A high prevalence of E. faecalis (100%; n = 50) and E. faecium (84.0%; n = 42) found in RMBD samples emphasises the likelihood of intestinal contents being the primary source of contamination with these Gram-positive commensal floras. These prevalences align with the findings of a 100% prevalence in frozen raw meat for dogs (Finisterra et al. 2021) but exceeded the rates (24.0%−30.0%) reported in raw chicken meat intended for human consumption in Thailand (Klaharn et al. 2022; Noenchat et al. 2022). E. faecalis and E. faecium are well-recognised as frequent causative agents of urinary tract infections in both pets and humans (Clark et al. 2023). Additionally, the enterococcal isolates in this study displayed AMR, as shown in Figure 2b. The development of AMR likely arises from the acquisition of AMR genes from other intestinal bacteria under selective pressure from antimicrobial use (Ramos et al. 2020). While enterococcal species are typically commensal, the presence of AMR strains in RMBDs poses risks of colonisation in pets and humans after exposure or consumption, potentially making them asymptomatic carriers of MDR enterococcal strains.

Although studies on the contamination of AMR enterococci in RMBDs and their transmission to pets and humans remain limited, some evidence indicates a concerning spread of AMR genes.

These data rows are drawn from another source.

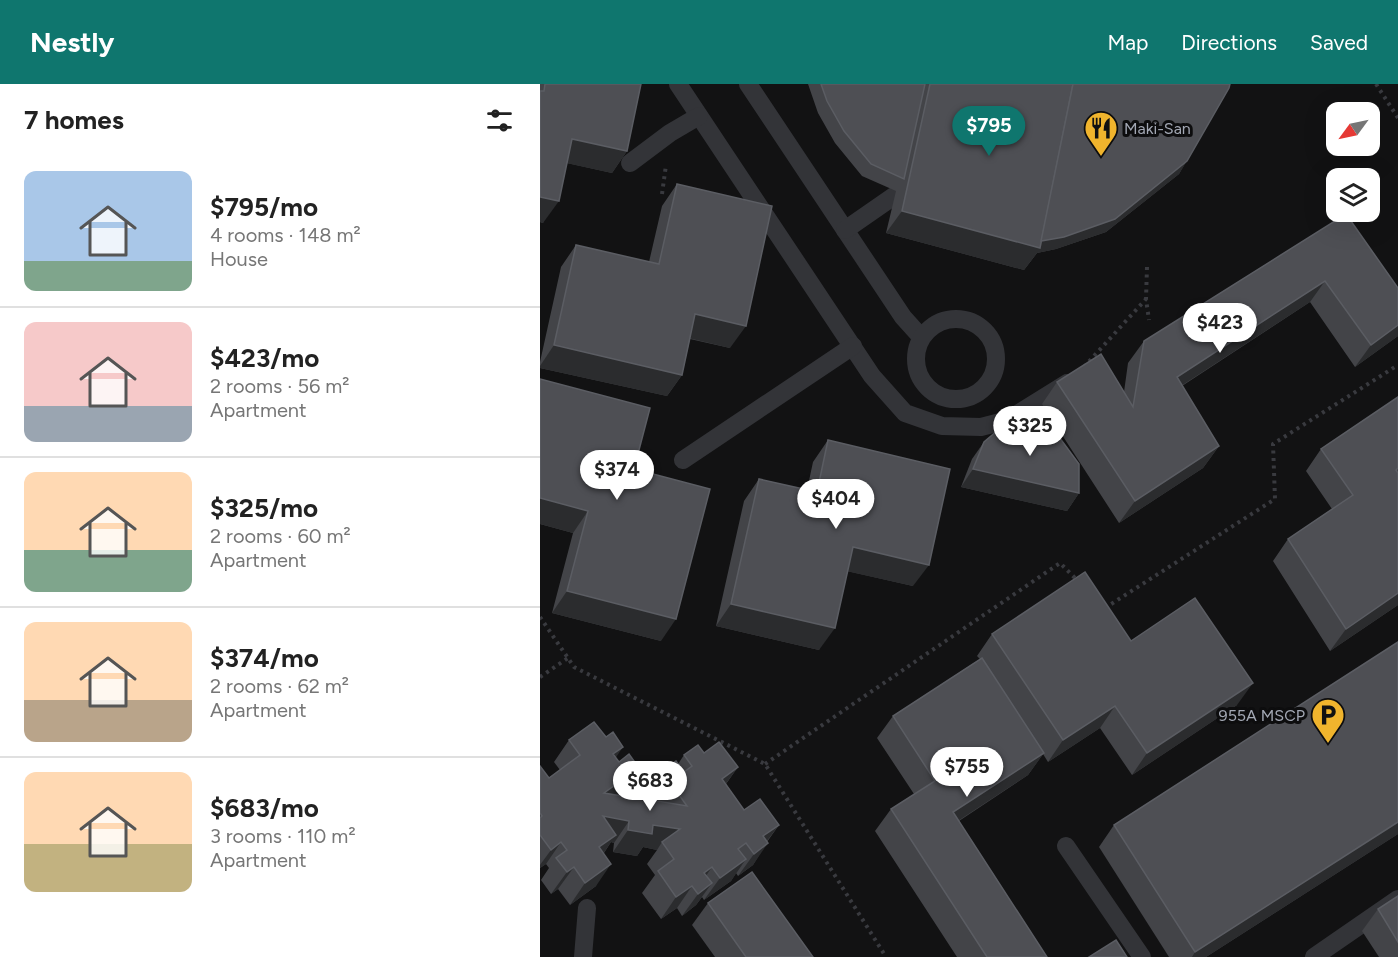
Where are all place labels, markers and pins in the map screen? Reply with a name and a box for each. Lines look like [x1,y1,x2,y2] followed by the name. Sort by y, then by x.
[953,106,1025,157] pin: $795
[1083,110,1119,157] restaurant icon: Maki-San
[1124,119,1191,138] place label: Maki-San
[1184,303,1256,354] pin: $423
[994,406,1066,457] pin: $325
[581,450,653,501] pin: $374
[800,479,872,530] pin: $404
[1310,697,1346,744] parking icon: 955A MSCP
[1219,706,1305,725] place label: 955A MSCP
[931,747,1003,798] pin: $755
[614,761,686,812] pin: $683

Enterococcus spp. from RMBDs in Germany and Switzerland exhibited a high proportion of chloramphenicol and linezolid resistance, associated with the carriage of the cfr gene (Nüesch-Inderbinen et al. 2023). In this study, linezolid resistance in enterococci was absent, while chloramphenicol resistance was observed at a low frequency. Nonetheless, the cfr gene has been detected in S. aureus from livestock in Thailand (Chanchaithong et al. 2019). Monitoring of AMR to last-resort antimicrobials, such as linezolid and vancomycin, remains essential due to the potential transmission of significant AMR genes among Gram-positive bacterial genera of clinical and public health importance.